If you have a four-year college degree in just about any subject (honestly, I've worked with people with degrees ranging from theater to business to geoscience), or 12 months' relevant work experience (customer service, retail, education, camp counseling, etc), or a combination of the two, you're eligible to apply. All you need is a resume and transcripts if you're using education to qualify.
Just go to USAJobs.gov and search for "park ranger interpretation" in the search bar. The key things you're looking for in the results are listings from the National Park Service, the code GS 5 (which is the entry level for this position), and the phrase Not to Exceed 1039 hours (which indicates it's a seasonal position).
Some tips!
>Each application requires you to answer a questionnaire about your experience with things like customer service, preparing educational programs, researching scientific topics, etc. Be generous with yourself on these, because other folks will be. Even if you don't think you're an "expert" in something, consider your past work creatively. Have you presented research projects in class? Have you worked retail? Can you keep up a professional demeanor when somebody's upset? You have the qualifications. Rate yourself as such.

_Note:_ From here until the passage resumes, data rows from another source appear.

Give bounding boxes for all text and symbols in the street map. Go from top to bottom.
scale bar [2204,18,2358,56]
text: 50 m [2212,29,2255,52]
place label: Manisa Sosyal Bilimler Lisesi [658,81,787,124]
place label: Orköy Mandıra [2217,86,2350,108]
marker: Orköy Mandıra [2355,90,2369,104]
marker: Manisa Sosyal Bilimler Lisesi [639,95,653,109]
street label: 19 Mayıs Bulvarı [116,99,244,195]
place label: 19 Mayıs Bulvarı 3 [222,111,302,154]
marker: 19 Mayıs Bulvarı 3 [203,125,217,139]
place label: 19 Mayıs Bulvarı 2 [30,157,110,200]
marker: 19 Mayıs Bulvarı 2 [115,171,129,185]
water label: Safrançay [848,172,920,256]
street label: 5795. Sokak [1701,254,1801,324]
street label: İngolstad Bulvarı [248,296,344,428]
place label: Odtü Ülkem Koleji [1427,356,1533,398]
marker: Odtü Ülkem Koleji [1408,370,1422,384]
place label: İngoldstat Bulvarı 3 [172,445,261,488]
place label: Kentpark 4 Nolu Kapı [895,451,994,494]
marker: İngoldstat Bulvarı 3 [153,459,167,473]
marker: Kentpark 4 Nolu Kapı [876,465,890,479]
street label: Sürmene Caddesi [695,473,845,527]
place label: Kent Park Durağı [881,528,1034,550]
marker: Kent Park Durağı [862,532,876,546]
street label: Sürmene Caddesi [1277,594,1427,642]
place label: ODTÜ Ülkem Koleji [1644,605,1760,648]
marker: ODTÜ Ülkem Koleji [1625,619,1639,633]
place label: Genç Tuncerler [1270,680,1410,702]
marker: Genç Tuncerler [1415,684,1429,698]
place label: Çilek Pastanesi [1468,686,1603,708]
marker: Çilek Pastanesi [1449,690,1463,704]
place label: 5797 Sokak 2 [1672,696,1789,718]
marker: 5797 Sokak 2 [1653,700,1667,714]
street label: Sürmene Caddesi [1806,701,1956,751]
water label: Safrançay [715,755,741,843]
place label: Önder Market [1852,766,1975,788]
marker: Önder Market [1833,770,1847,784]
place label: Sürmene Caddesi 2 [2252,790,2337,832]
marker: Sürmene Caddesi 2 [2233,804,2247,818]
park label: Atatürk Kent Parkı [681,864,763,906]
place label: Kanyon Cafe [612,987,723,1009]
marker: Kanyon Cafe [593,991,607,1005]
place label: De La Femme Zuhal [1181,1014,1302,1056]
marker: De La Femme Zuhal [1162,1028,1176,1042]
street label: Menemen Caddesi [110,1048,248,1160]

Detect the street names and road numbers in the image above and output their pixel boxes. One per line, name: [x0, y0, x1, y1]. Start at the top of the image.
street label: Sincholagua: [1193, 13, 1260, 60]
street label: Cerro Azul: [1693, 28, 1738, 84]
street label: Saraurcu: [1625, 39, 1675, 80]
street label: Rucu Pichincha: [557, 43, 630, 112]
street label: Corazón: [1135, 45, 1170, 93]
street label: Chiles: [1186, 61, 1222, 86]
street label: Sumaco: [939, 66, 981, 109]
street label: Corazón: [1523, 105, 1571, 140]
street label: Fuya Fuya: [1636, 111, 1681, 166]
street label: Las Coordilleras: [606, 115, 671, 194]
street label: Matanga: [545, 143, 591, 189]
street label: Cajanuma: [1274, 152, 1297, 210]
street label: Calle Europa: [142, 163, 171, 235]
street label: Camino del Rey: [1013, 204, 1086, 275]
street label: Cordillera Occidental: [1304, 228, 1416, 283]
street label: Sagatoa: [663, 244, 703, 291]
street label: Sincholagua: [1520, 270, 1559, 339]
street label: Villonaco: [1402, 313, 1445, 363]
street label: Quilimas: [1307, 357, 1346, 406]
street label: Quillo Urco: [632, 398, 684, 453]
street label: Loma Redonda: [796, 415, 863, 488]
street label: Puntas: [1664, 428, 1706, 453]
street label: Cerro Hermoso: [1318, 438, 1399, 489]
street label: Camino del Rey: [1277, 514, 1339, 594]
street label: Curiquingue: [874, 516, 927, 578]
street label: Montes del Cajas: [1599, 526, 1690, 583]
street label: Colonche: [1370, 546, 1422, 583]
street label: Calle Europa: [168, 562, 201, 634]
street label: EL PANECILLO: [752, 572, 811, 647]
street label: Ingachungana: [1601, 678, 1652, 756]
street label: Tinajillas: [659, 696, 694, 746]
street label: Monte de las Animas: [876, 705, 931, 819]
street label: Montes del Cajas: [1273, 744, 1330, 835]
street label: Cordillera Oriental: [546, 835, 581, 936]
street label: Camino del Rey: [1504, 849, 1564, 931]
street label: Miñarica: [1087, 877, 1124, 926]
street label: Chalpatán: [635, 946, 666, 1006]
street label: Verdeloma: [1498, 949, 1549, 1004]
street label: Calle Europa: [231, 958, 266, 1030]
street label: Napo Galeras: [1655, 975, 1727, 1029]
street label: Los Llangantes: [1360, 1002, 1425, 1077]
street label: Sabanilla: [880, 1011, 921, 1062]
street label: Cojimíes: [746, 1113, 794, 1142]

>Be thorough and specific in your resume. The NPS isn't a one-pager resume organization. They need to see evidence that you have the qualifications you say you do. The best way to ensure this is to copy, word for word, the phrases in the above questionnaire and insert them in the relevant places in your resume. So if the questionnaire says "Can you research, prepare, and present scientific information to a lay public," go to the appropriate place in your resume and write "I researched, prepared, and presented scientific information to my peers" or something similar. I kid you not, my current resume is ten pages long.
>Cover letters are optional but helpful! There are lots of templates online to help you write one; be sure to be professional. Mine is around 250 words and has three short paragraphs:
1- Position I'm applying for
2- Quick summary of most relevant work/education experience
3- Additional skills/rizz that makes me stand out (for me it's writing/illustrating, which helps me create visitor programs)
>Two things the NPS loves that will boost you are foreign language skills and being a US military veteran. Highlight these elements if you have them.
>Are you a schoolteacher? Check out the Teacher-Ranger-Teacher program.
>The big flashy parks are posted as standalone listings, but most of the others are bundled into "Multiple Locations" that are based on region. Consider applying for many of these smaller monuments and historic sites---they get far fewer applicants and are easier to secure. And many are absolutely beautiful. Want to work at Arches? Also apply to Natural Bridges. Want to work in Yellowstone? Also try Lassen Volcanic. Prefer history over science? You have dozens of amazing options from every facet of American history.
>Apply today! Apply now! Many of these parks cap their applicants because they get so many, and the rest will close after a week or so. A glance at the ones that were posted today and yesterday show them either closing on October 15 or 22. Some regions haven't posted yet, so keep checking the website in the next few weeks.
I love my work as a park ranger---it's such a rewarding way to spend a summer (or two, or ten), and it can open doors to other things. You won't get rich, but you will make great friends and great memories, add a killer section to your resume, and spend four months immersed with smart, passionate people in some of the coolest places in the US.